L’une des caractéristiques majeures de cette construction a trait au mode de prise de décision adopté par le noble des prophètes Mouhammad (pbsl) et après lui, ses compagnons-califes qui lui ont succédé. Il s’agit de la shoura, la consultation par le chef, de toute son équipe dirigeante et de la population sous sa responsabilité, avant toute prise de décision. Cette façon d’agir a permis à la civilisation musulmane d’être portée au pinacle du concert des nations. Et de se donner des moyens de dominer le monde pendant des siècles avec des apports incommensurables dans tous les domaines de la vie. Cette démarche inclusive est une injonction divine révélée par Allah dans le noble Qour’ane et qui a servi d’aiguillon et de mode opératoire à Mouhammad (pbsl) et à ses compagnons. En effet, au verset 36 de la sourate 42, As-shoura, la consultation, Allah dit : « (ceux) qui répondent à l’appel de leur Seigneur, accomplissent la Ṣalāt, se consultent entre eux à propos de leurs affaires, dépensent de ce que Nous leur attribuons. » Ce processus délibératoire offre plusieurs avantages à tout dirigeant qui l’adopte. Premièrement, en termes de communication, il est du domaine affectif, ce que Platon appelle le pathos, et permet donc au dirigeant de créer un lien fort et affectif avec ses interlocuteurs et partant, avec les personnes qu’il dirige.
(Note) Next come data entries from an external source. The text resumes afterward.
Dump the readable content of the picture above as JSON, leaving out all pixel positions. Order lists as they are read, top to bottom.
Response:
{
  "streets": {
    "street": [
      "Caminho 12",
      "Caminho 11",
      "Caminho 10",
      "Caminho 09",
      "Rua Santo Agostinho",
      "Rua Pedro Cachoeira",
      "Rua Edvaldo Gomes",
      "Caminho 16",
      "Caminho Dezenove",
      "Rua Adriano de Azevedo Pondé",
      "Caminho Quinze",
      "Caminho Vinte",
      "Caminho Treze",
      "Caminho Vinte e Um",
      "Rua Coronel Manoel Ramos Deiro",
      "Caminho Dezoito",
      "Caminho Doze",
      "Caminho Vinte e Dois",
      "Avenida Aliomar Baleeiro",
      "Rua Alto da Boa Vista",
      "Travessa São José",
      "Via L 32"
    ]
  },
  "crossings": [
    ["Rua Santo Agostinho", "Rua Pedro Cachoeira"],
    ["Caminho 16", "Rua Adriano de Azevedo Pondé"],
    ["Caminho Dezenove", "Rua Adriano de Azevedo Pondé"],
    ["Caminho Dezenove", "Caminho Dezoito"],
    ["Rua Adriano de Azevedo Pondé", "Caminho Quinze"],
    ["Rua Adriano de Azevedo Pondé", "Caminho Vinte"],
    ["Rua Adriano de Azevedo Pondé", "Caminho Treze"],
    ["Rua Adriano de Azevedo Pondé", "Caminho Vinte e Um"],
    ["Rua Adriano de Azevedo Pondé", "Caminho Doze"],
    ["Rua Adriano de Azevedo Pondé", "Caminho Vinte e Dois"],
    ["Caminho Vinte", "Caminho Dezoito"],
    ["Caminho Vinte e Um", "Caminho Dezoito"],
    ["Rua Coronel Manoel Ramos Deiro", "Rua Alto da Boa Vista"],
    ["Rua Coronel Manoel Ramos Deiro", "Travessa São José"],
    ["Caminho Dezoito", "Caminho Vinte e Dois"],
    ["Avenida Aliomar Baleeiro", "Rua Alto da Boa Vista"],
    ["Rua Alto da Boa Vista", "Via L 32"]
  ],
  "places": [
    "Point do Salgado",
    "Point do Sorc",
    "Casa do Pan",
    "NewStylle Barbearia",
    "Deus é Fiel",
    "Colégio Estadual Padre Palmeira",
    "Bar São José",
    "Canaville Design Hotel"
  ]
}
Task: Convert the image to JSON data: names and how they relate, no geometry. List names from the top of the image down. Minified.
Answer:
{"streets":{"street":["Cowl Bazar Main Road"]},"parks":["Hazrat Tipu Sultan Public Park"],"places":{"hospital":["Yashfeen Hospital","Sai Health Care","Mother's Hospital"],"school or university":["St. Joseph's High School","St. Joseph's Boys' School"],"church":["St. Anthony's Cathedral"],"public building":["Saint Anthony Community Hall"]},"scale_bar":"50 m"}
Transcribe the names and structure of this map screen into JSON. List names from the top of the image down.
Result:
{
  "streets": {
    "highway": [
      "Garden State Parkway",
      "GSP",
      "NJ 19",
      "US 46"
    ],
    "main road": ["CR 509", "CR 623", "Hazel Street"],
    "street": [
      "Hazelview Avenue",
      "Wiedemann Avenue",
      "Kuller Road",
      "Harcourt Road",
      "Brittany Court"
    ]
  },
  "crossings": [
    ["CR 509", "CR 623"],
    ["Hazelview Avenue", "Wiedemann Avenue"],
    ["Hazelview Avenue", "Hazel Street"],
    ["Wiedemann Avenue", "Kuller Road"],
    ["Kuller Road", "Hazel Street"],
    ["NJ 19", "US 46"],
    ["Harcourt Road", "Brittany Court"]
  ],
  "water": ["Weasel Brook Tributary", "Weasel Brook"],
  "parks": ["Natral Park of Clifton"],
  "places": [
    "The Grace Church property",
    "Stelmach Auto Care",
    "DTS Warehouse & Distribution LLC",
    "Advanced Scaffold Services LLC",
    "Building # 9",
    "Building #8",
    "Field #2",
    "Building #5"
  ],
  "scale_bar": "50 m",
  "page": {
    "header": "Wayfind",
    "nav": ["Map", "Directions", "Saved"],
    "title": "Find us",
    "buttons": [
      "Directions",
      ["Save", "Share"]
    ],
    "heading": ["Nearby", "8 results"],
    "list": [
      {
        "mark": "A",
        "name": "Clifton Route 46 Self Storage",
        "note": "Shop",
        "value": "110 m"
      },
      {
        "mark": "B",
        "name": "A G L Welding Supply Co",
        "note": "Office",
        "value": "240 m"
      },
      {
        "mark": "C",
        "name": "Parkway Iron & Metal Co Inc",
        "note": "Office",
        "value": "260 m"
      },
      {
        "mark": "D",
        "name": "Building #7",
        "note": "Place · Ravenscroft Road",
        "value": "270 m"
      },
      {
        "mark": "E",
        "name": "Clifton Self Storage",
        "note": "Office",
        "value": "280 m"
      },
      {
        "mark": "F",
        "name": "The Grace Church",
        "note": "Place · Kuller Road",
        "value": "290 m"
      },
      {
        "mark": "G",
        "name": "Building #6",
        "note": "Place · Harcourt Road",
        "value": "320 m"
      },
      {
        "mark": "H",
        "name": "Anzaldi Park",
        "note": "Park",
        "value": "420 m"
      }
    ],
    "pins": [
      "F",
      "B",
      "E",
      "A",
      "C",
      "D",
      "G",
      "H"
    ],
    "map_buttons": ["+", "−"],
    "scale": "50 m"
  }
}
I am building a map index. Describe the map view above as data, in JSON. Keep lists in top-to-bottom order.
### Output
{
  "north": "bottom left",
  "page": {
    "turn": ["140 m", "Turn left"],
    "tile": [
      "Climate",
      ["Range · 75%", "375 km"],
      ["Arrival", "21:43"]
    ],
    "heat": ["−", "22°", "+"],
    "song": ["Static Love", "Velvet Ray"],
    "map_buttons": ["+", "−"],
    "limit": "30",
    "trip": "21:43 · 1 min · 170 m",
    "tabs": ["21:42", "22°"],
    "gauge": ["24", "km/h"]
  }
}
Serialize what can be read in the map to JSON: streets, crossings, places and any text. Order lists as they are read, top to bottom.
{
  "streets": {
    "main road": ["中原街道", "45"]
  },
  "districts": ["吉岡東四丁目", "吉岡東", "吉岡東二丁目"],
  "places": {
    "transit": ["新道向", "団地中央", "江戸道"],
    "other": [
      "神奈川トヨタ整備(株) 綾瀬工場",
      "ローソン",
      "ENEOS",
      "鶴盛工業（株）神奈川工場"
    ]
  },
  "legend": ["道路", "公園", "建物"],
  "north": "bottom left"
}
Deuxièmement, il offre une belle opportunité de recueillir plusieurs avis parfois divergents et d’avoir le recul nécessaire pour prendre les meilleures solutions réalistes, tenant compte des avis pertinents des experts en la matière et des réalités du vécu des populations concernées. Troisièmement, par sa nature inclusive, la shoura permet au dirigeant d’associer le peuple à ses prises de décision et de gagner l’adhésion de celuici dans la mise en œuvre de ces décisions. A savoir, l’appropriation sociale des décisions venant du haut par le peuple. Quatrièmement, la shoura constitue un véritable mécanisme de prévention voire de règlement des conflits à des échelles communautaires, nationales et internationales. Les conseils nationaux que convoquait le président Félix Houphouët-Boigny, les récents dialogues nationaux initiés récemment en France par le président Emmanuel Macron face à la crise des « gilets jaunes », l’appel au dialogue national fait par le président camerounais pour trouver des solutions à la crise anglophone que connait son pays, en sont des illustrations parfaites. Toutefois, il est impératif que le dirigeant soit sincère dans sa démarche et mette en œuvre effectivement les recommandations issues de la shoura qu’il initie. Ici en Côte d’Ivoire, par exemple, la non prise en compte des recommandations issues du forum pour la réconciliation nationale nous a entrainé au coup d’état de septembre 2002. Que dire de la communauté musulmane en Côte d’Ivoire à l’état actuel ? En l’absence de structure fédérative globale fonctionnelle, il est impératif de convoquer une consultation générale pour discuter et définir le futur de notre oumma. Ne pas le faire et agir de façon unilatérale, pourrait nous faire mal négocier les virages qui se présentent à nous. Les plus hautes autorités religieuses de notre oumma sont interpellées sur cette question. Qu’Allah nous accorde la pleine lucidité. Amine.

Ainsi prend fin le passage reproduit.